WORK ITEM: With the pictures set aside, write out all of the data exactly as it stands.

EXERCISE INPUT:
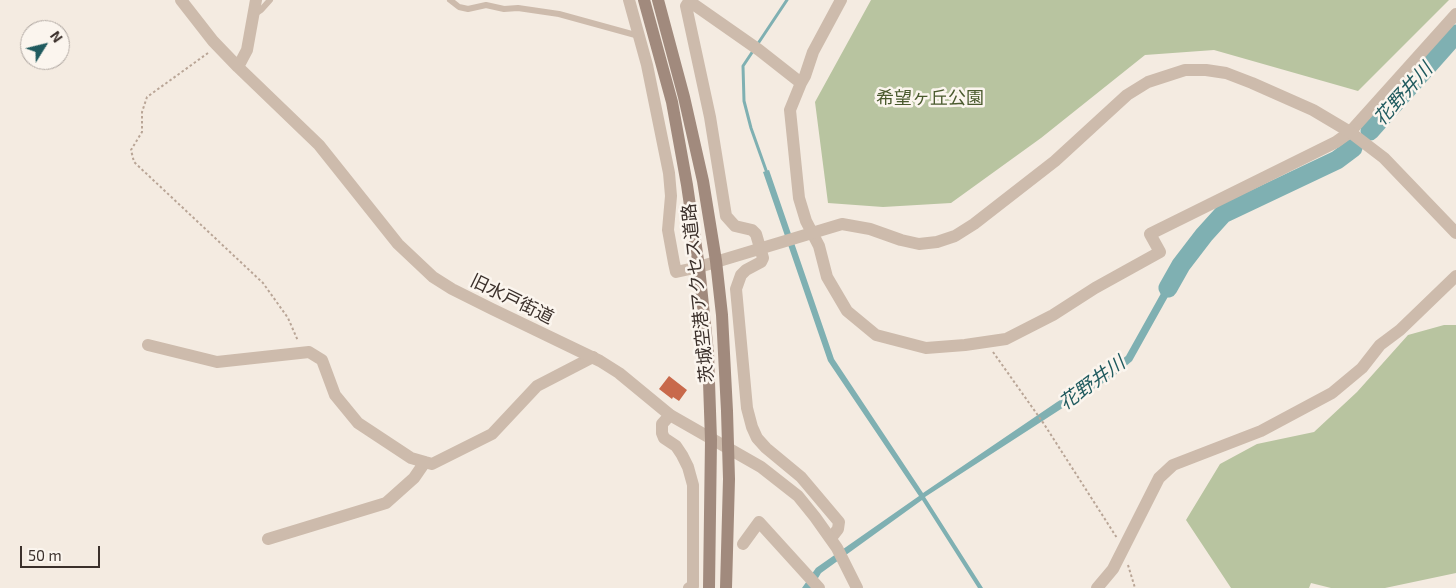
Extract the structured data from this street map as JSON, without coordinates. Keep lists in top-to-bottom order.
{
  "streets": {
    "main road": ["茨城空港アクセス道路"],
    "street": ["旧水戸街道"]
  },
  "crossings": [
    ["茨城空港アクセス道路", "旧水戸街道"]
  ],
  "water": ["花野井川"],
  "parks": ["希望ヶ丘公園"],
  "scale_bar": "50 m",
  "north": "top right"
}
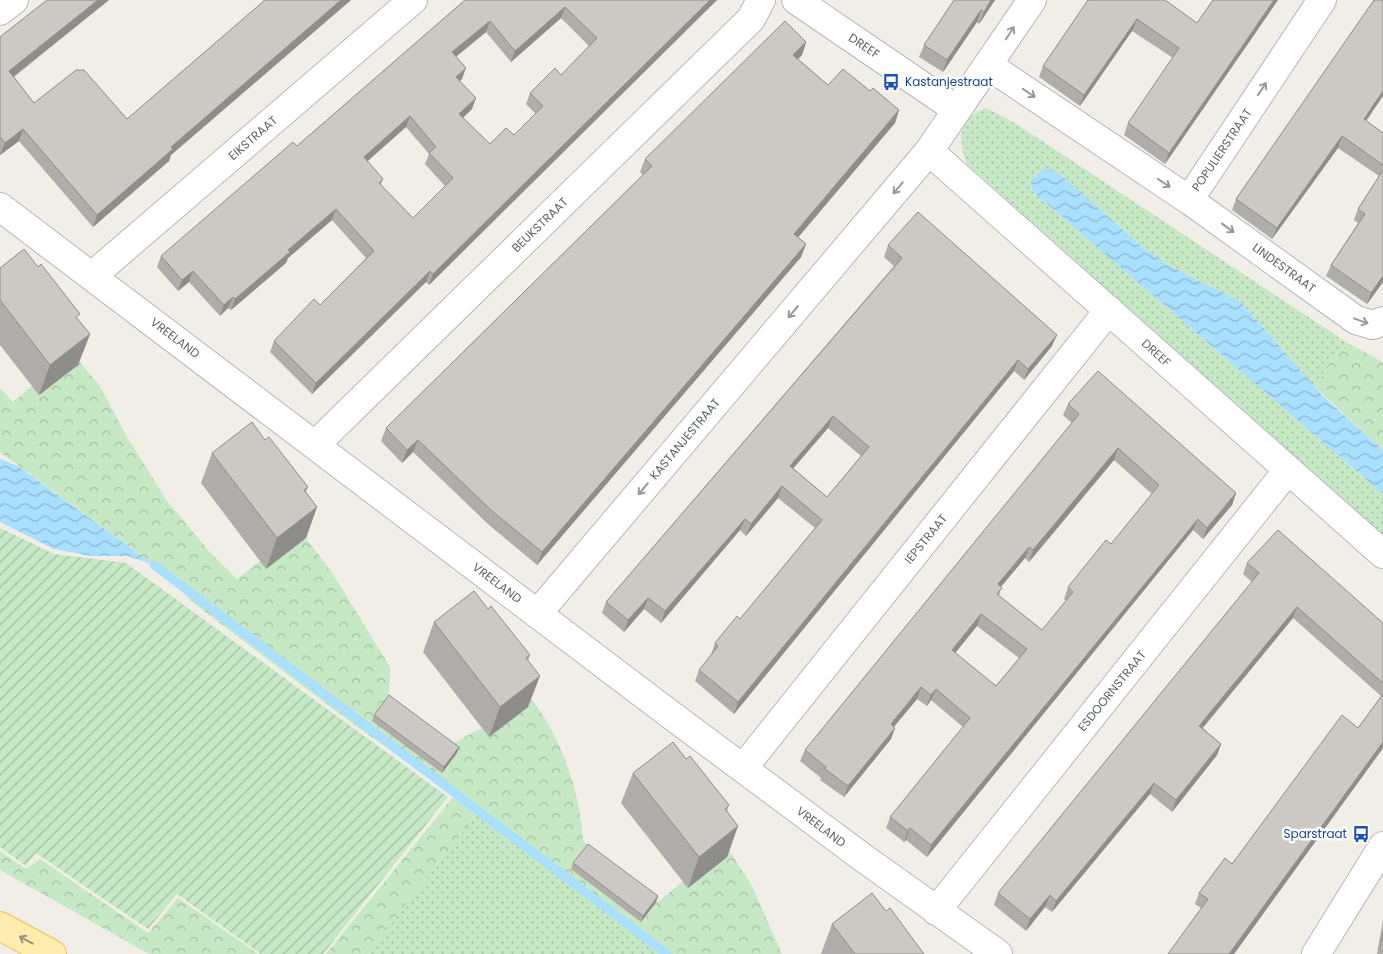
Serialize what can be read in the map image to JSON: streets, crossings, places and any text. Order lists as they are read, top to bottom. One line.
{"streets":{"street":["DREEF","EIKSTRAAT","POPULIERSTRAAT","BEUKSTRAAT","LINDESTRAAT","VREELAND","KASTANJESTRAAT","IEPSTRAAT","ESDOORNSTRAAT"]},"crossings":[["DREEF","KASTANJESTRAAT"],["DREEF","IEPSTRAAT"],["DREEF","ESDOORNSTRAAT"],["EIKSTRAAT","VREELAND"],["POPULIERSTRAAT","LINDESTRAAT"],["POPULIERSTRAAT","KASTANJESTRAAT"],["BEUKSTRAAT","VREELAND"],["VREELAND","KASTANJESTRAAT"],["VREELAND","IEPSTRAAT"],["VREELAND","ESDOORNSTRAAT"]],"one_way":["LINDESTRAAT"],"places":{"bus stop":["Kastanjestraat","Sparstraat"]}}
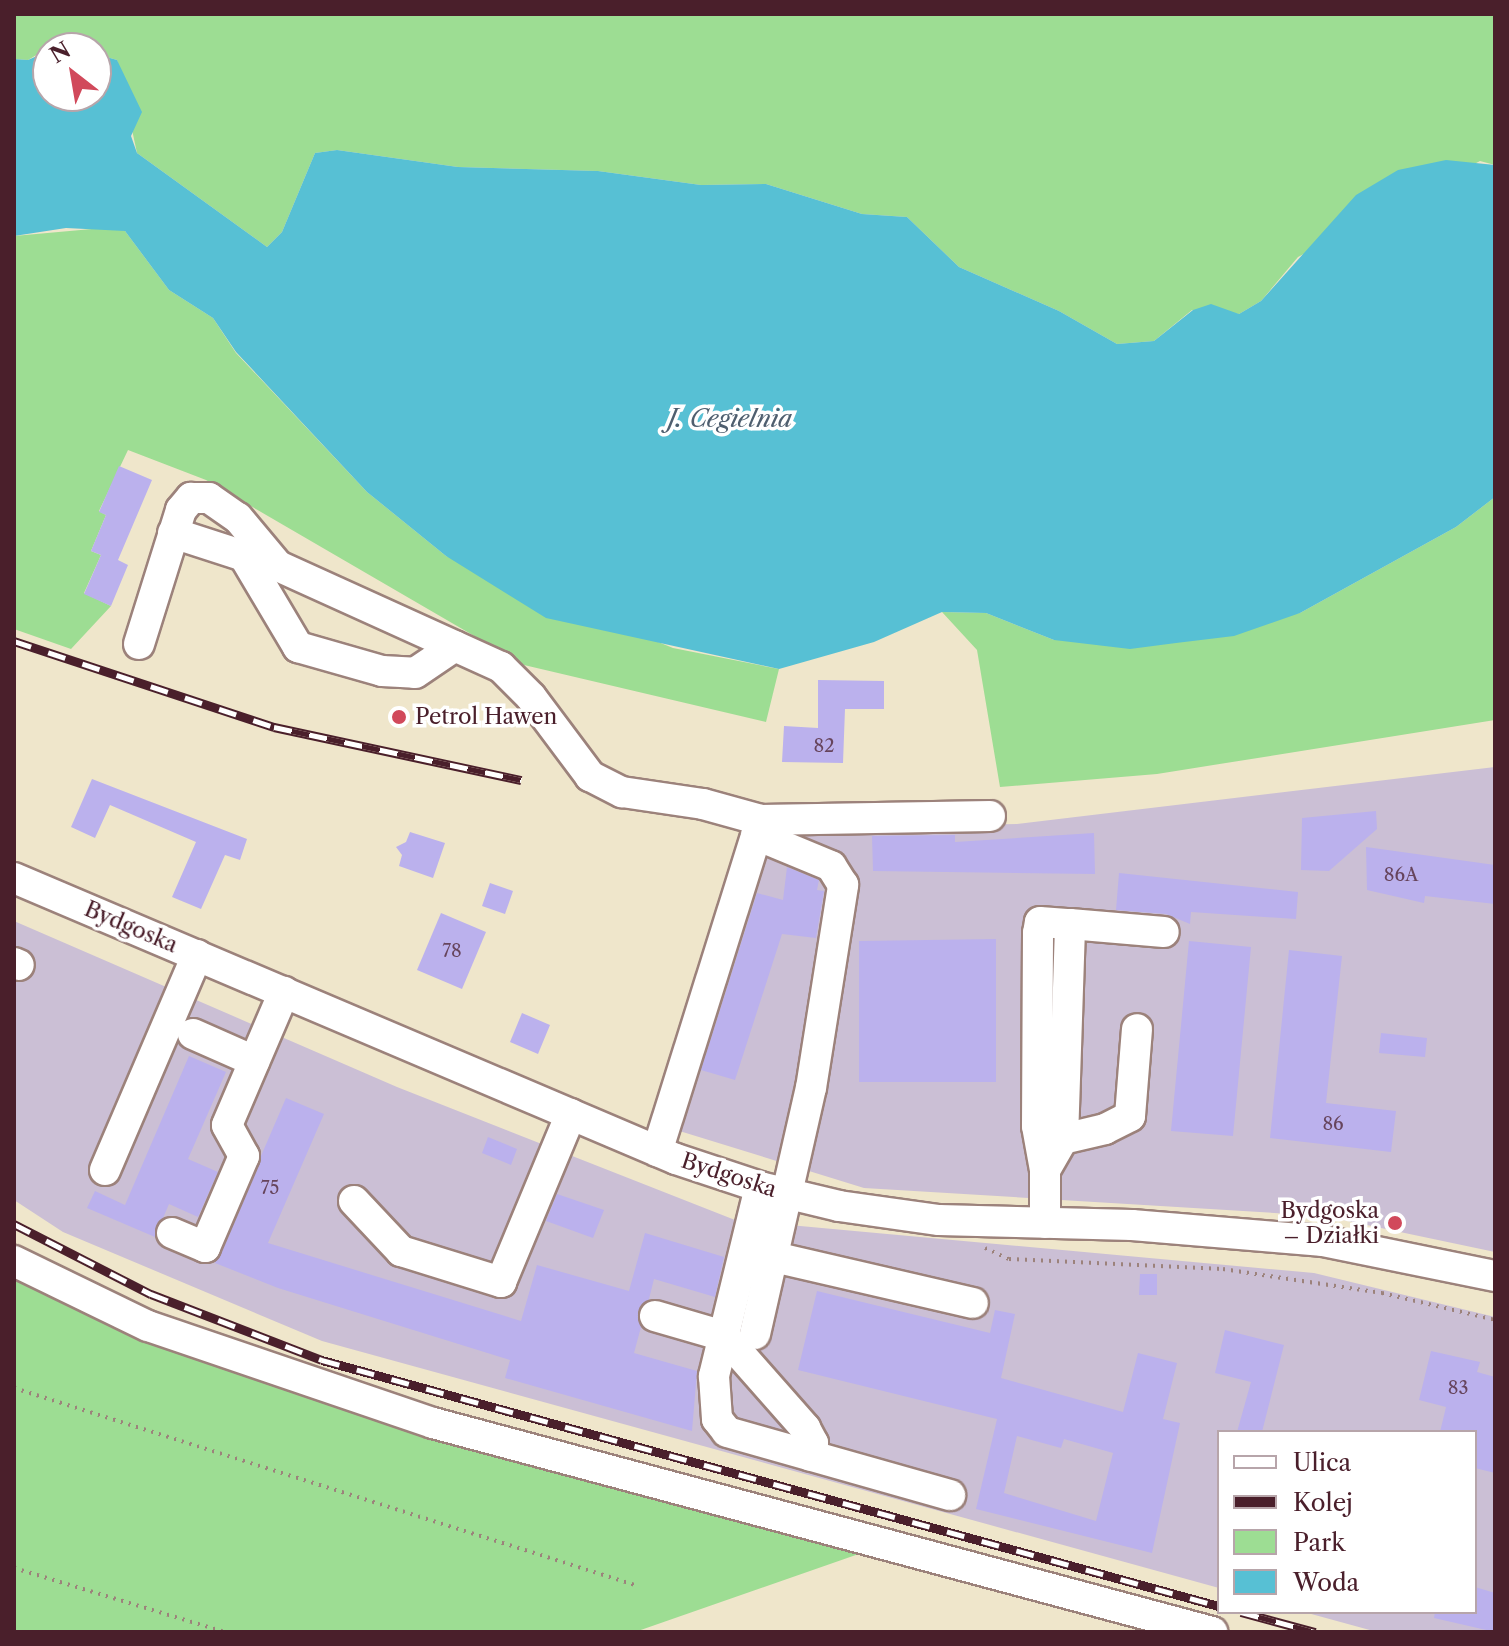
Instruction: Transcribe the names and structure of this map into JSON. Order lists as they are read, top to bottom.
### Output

RESPONSE FOR THIS EXERCISE:
Extract the structured data from this street map as JSON, without coordinates. Keep lists in top-to-bottom order.
{
  "streets": {
    "main road": ["茨城空港アクセス道路"],
    "street": ["旧水戸街道"]
  },
  "crossings": [
    ["茨城空港アクセス道路", "旧水戸街道"]
  ],
  "water": ["花野井川"],
  "parks": ["希望ヶ丘公園"],
  "scale_bar": "50 m",
  "north": "top right"
}
Serialize what can be read in the map image to JSON: streets, crossings, places and any text. Order lists as they are read, top to bottom. One line.
{"streets":{"street":["DREEF","EIKSTRAAT","POPULIERSTRAAT","BEUKSTRAAT","LINDESTRAAT","VREELAND","KASTANJESTRAAT","IEPSTRAAT","ESDOORNSTRAAT"]},"crossings":[["DREEF","KASTANJESTRAAT"],["DREEF","IEPSTRAAT"],["DREEF","ESDOORNSTRAAT"],["EIKSTRAAT","VREELAND"],["POPULIERSTRAAT","LINDESTRAAT"],["POPULIERSTRAAT","KASTANJESTRAAT"],["BEUKSTRAAT","VREELAND"],["VREELAND","KASTANJESTRAAT"],["VREELAND","IEPSTRAAT"],["VREELAND","ESDOORNSTRAAT"]],"one_way":["LINDESTRAAT"],"places":{"bus stop":["Kastanjestraat","Sparstraat"]}}
Instruction: Transcribe the names and structure of this map into JSON. Order lists as they are read, top to bottom.
### Output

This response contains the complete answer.